* [Goal of the exercise]:
How many lines in the entries below contain the word "hidden"? Answer with the number and nothing else.

* [Given records]:
____________________

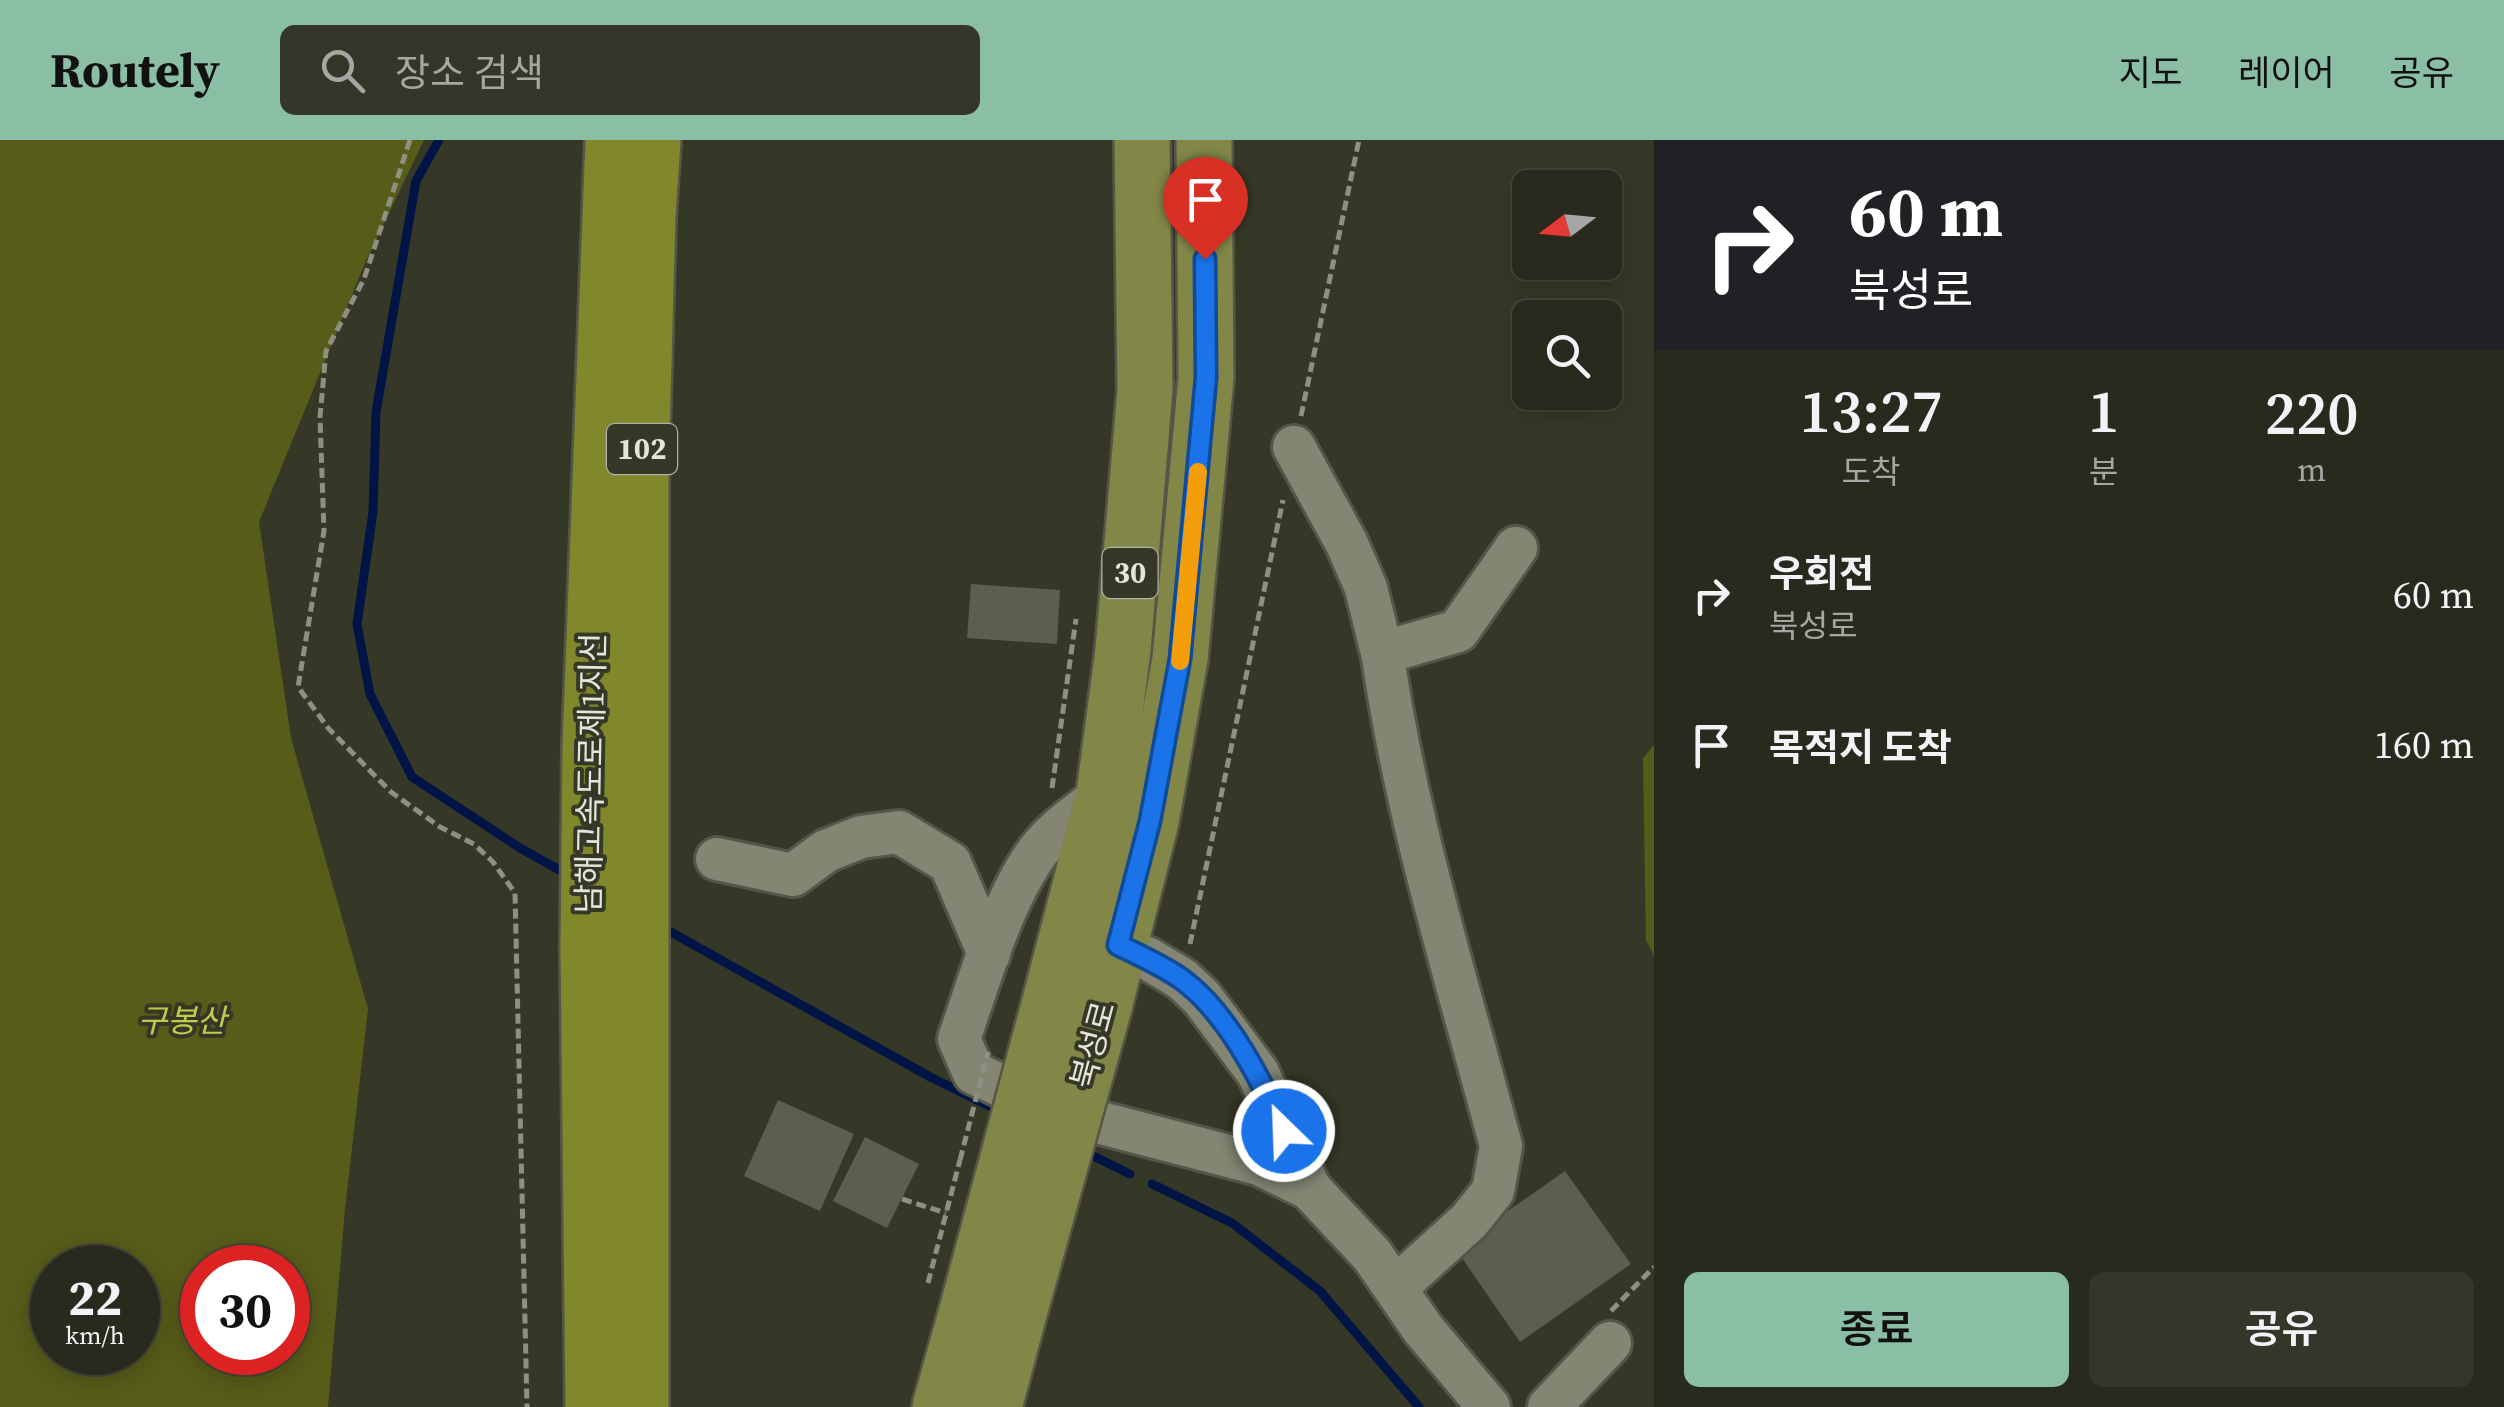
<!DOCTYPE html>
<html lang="ko">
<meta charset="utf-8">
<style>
:root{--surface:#282a1d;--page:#34362a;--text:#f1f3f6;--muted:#a5a7a4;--line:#44463b;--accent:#8abfa5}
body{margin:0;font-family:"Source Serif 4","Noto Sans KR",serif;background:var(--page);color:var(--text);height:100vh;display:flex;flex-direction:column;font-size:38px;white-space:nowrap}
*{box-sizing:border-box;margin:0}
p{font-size:32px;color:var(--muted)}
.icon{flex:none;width:55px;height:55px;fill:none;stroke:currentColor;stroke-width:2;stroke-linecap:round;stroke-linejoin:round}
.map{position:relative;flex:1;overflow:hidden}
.drawer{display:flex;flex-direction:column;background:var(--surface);width:850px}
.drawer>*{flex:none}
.top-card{background:#202124;color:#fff;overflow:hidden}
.needle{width:65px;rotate:254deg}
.buttons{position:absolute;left:1512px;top:30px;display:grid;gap:20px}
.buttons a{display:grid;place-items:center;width:110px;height:110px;border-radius:15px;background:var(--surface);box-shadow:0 5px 25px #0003,0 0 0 2px var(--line);font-size:50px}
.speed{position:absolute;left:30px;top:1105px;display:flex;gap:20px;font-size:50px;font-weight:700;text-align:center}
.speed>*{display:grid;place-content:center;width:130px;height:130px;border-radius:50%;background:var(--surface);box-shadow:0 5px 25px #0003,0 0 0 2px var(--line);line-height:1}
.speed small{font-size:25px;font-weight:400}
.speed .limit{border:15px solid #d22;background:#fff;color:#111}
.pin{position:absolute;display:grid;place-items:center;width:85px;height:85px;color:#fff;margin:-102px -42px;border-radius:50% 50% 50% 0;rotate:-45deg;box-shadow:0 0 10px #0007}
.pin .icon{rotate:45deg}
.me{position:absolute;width:110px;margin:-55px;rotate:336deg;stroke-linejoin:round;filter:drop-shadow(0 0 8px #0008)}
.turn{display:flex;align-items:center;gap:35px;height:210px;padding:0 30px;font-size:45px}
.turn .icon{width:130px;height:130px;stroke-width:2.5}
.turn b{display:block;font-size:70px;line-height:85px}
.eta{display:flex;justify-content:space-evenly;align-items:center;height:170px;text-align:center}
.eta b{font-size:60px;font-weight:600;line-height:70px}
.button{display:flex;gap:20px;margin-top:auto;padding:20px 30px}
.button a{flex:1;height:115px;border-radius:15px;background:var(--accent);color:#111;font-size:40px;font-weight:600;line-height:115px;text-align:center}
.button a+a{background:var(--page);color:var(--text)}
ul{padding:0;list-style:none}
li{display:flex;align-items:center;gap:30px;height:150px;padding:0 30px}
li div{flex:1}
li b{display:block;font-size:38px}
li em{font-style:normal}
header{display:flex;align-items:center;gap:60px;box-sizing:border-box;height:140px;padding:0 50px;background:var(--accent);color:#111}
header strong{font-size:48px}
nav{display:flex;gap:55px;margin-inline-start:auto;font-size:35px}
.search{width:700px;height:90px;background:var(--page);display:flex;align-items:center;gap:25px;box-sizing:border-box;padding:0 35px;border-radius:15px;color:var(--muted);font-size:38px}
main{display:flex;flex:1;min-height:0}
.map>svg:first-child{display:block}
.green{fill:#575c19;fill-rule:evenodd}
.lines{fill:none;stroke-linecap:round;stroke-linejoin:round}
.stream{stroke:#001445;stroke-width:9}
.building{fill:#5c5f4d}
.minor-casing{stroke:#555648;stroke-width:48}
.major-casing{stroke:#555648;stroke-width:60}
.highway-casing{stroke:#555648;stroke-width:60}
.path{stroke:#8e9082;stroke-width:5;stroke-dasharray:10 5;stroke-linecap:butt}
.minor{stroke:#848673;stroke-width:42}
.major{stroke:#828748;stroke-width:55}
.highway{stroke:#81882c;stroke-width:55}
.major-bridge-casing{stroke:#555648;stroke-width:60;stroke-linecap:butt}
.path-bridge{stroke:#8e9082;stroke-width:5;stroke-dasharray:10 5;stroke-linecap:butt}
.major-bridge{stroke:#828748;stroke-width:55}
.route-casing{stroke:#114b97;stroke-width:25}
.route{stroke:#1a73e8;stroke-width:18}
.slow{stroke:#f59e0b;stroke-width:18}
.labels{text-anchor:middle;stroke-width:8;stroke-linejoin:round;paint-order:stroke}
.shield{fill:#363827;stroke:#b0b1a5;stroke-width:2.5}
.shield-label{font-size:30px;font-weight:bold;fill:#e4e5db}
.street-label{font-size:32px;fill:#e4e5db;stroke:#363827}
.park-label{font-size:32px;font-style:italic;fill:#c2cc49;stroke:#363827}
</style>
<header>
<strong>Routely</strong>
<div class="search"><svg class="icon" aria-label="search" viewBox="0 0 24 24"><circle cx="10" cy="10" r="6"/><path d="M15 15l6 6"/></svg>장소 검색</div>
<nav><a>지도</a><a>레이어</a><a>공유</a></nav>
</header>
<main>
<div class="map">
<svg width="1654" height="1267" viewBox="0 0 1654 1267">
<rect width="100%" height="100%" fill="#363827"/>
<g class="green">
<path d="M0,0H424L365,123L259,382L291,598L368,869L345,1069L328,1267H0ZM52,1128H138V1212H52ZM202,1128H288V1212H202Z"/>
<polygon points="1654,605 1654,816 1646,800 1643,618"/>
</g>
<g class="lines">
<g class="stream">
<polyline points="439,0 416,41 376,272 373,372 357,484 370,554 412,637 520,708 572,737"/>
<polyline points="660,786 932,938 1002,972"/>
<polyline points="1083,1011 1130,1034"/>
<polyline points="1152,1044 1232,1083 1320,1151 1419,1267"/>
</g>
</g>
<g class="building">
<polygon points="971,444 1060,450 1057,504 967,498"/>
<polygon points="778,960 854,994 820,1071 744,1036"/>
<polygon points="865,997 919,1024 887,1088 833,1061"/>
<polygon points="1565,1031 1631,1124 1520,1202 1455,1108"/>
</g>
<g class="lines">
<defs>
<g id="minor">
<polyline points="1294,307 1347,404 1366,448 1383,517"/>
<path d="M1104,654C1080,673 1051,691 1034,717C1000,767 979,842 959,899L974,933L1055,971L1259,1024L1310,1049L1372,1115L1423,1189L1489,1267"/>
<polyline points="717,719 793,735 826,711 861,697 899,692 950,723 989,814"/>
<polyline points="1091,796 1147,818 1182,839 1202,858 1258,933 1310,1049"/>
<path d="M1395,1148L1469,1081L1493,1051L1501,1006C1458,844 1407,683 1383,517L1392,510L1458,491L1516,408"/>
<polyline points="1549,1267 1610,1203"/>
</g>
<g id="major">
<polyline points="1051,858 1104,654 1123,510 1145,250 1142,0"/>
<polyline points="1104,867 1151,681 1180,519 1206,238 1204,0"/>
<polyline points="940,1267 967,1171"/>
<polyline points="994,1267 1016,1184"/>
</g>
<g id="highway">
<polyline points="593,1267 588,809 590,605 613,0"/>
<polyline points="641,1267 641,331 648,76 653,0"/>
</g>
</defs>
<use href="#minor" class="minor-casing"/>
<use href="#major" class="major-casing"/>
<use href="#highway" class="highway-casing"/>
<g class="path">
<polyline points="410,0 364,139 326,211 320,277 324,391 298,547 329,589 391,652 440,687 474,704 493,722 515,753 527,1267"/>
<polyline points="1301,276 1359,0"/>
<polyline points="1052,648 1076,479"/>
<polyline points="1190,804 1283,360"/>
<polyline points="902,1059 946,1073"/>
<polyline points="928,1143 960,1020"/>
<polyline points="1611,1171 1654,1127"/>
</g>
<use href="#minor" class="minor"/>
<use href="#major" class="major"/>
<use href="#highway" class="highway"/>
<defs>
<g id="major-bridge">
<polyline points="967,1171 1051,858"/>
<polyline points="1016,1184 1104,867"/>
</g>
</defs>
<use href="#major-bridge" class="major-bridge-casing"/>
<polyline class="path-bridge" points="960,1020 988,912"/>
<use href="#major-bridge" class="major-bridge"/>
</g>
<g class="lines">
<defs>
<path id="route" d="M1205,119L1206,238L1180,519L1150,681L1118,805C1139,815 1161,825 1180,838C1226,870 1262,941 1284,991"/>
</defs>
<use href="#route" class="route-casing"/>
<use href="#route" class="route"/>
<polyline class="slow" points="1180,521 1198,332"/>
</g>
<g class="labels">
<g class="shield">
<rect x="607" y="284" width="70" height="50" rx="8"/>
<rect x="1102.5" y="408" width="55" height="50" rx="8"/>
</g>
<g class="shield-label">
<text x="642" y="319">102</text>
<text x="1130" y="443">30</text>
</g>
<g class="street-label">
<text transform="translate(591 633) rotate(-89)" y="11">남해고속도로제1지선</text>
<text transform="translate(1093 905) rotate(-75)" y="11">북성로</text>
</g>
<g class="park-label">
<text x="182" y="892">구봉산</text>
</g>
</g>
</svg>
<div class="buttons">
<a><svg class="needle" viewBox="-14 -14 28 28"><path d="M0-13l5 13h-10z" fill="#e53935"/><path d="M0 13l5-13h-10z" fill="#a5a7a4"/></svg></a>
<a><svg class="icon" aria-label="search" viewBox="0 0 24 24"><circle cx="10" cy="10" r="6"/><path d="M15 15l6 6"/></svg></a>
</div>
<div class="speed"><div>22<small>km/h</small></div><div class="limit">30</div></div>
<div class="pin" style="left:1205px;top:119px;background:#d93025"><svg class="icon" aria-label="arrive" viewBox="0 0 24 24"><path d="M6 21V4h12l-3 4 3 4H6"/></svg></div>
<svg class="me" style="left:1284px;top:991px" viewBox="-20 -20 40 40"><circle r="17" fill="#1a73e8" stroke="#fff" stroke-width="3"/><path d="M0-11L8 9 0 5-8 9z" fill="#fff"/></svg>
</div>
<section class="drawer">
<div class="top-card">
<div class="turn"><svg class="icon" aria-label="right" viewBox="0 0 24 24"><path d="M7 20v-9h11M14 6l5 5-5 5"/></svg><div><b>60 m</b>북성로</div></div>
</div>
<div class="eta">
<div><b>13:27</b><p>도착</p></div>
<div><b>1</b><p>분</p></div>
<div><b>220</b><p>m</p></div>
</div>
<ul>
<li><svg class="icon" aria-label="right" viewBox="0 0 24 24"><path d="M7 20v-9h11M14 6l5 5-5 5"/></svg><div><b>우회전</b><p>북성로</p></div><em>60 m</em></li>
<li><svg class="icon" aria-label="arrive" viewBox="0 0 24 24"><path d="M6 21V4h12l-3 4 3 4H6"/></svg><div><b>목적지 도착</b></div><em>160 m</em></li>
</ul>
<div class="button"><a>종료</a><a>공유</a></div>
</section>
</main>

____________________

* [Exercise response]:
2